5. How to check an accountant’s credentials
Your accountant will be dealing with a lot of your personal information, so it’s wise to check their credentials before you begin work.
- Every accountant using the CPA title is required to keep their license up to date. You can look up a CPA’s name online through your state’s accountancy board to make sure their license is still active.
- Look them up on the Better Business Bureau.
- Look them up on this tool on the IRS website.
- Ask the accountant if they can provide client references, so you can ask their clients about what it’s like to work with them. I’ve done this before; the accountant didn’t mind at all, and it was a huge help.

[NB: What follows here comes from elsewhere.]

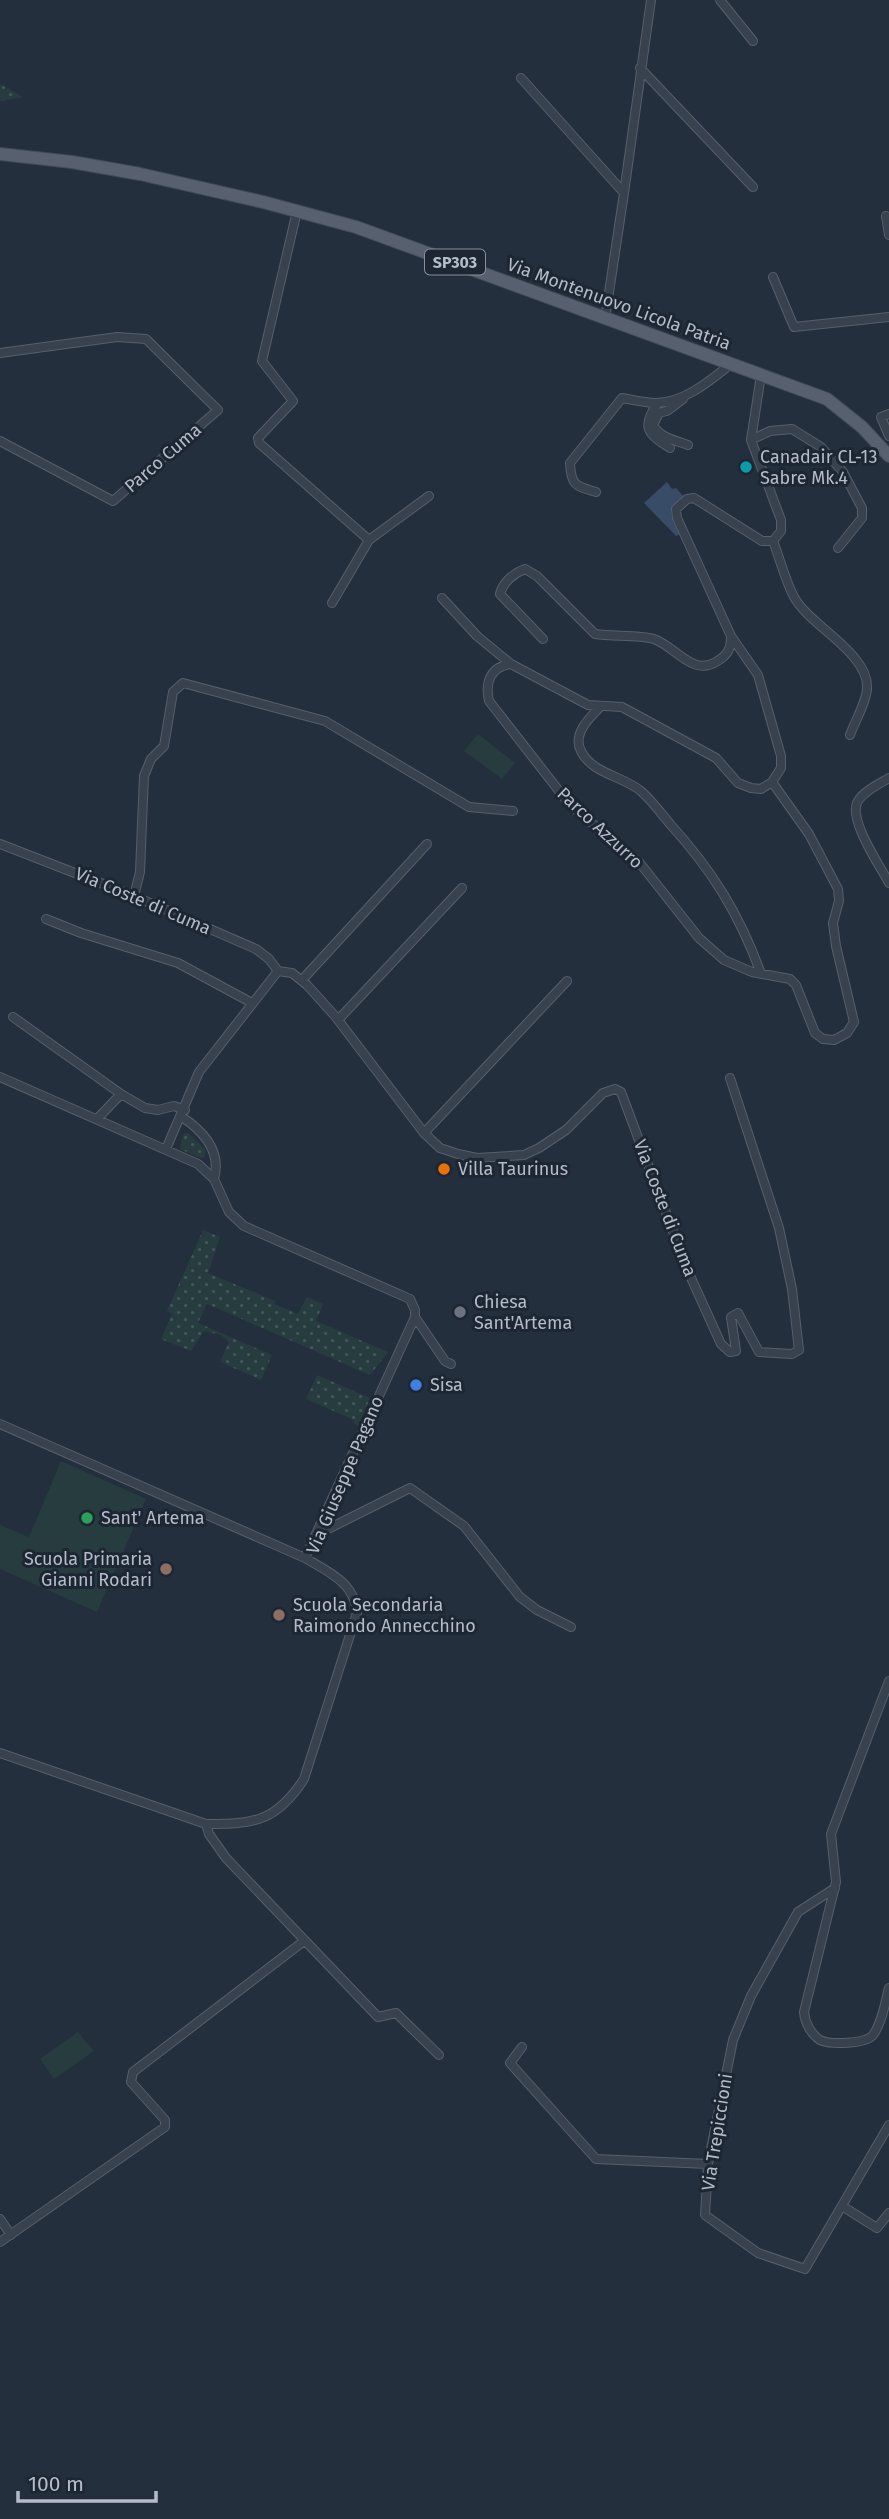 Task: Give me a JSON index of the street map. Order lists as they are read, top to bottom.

6. Other tips for freelancers looking for an accountant
- Don’t wait till last minute! Accountants get slammed with last-minute tax prep requests in March and April, so the earlier you can get your taxes done, the better. If you wait till last minute like everyone else, you’ll find that your accountant is difficult to reach, not at the top of their game, or fully booked out and unable to help you. Book an appointment with your accountant early on, in January or February.
- Ask your accountant to create your estimated tax vouchers (Form 1040-ES). While they’re prepping your income tax return, ask your accountant to also create your estimated tax vouchers, also known as Form 1040-ES. This will help you know how much to pay in estimated tax each quarter to avoid penalties. If your freelance income changes drastically later in the year, ask your accountant to help you adjust your payments.
- Accountants can do more than just tax returns. If you’re interested, find out if your accountant offers other services. Some only do tax returns (what they’re most known for), but others do bookkeeping throughout the year for businesses and some even do business advising or coaching.
Taxes are stressful for everyone, so I hope sharing my own experience as a freelancer looking for an accountant took some stress off of you. It took three years of bouncing around to different accountants before I finally nailed down a process for finding one compatible with my business.
As a reminder, I’m a freelance writer, not an accountant, so this article should not replace the advice of a qualified tax professional who can counsel you based on your unique needs.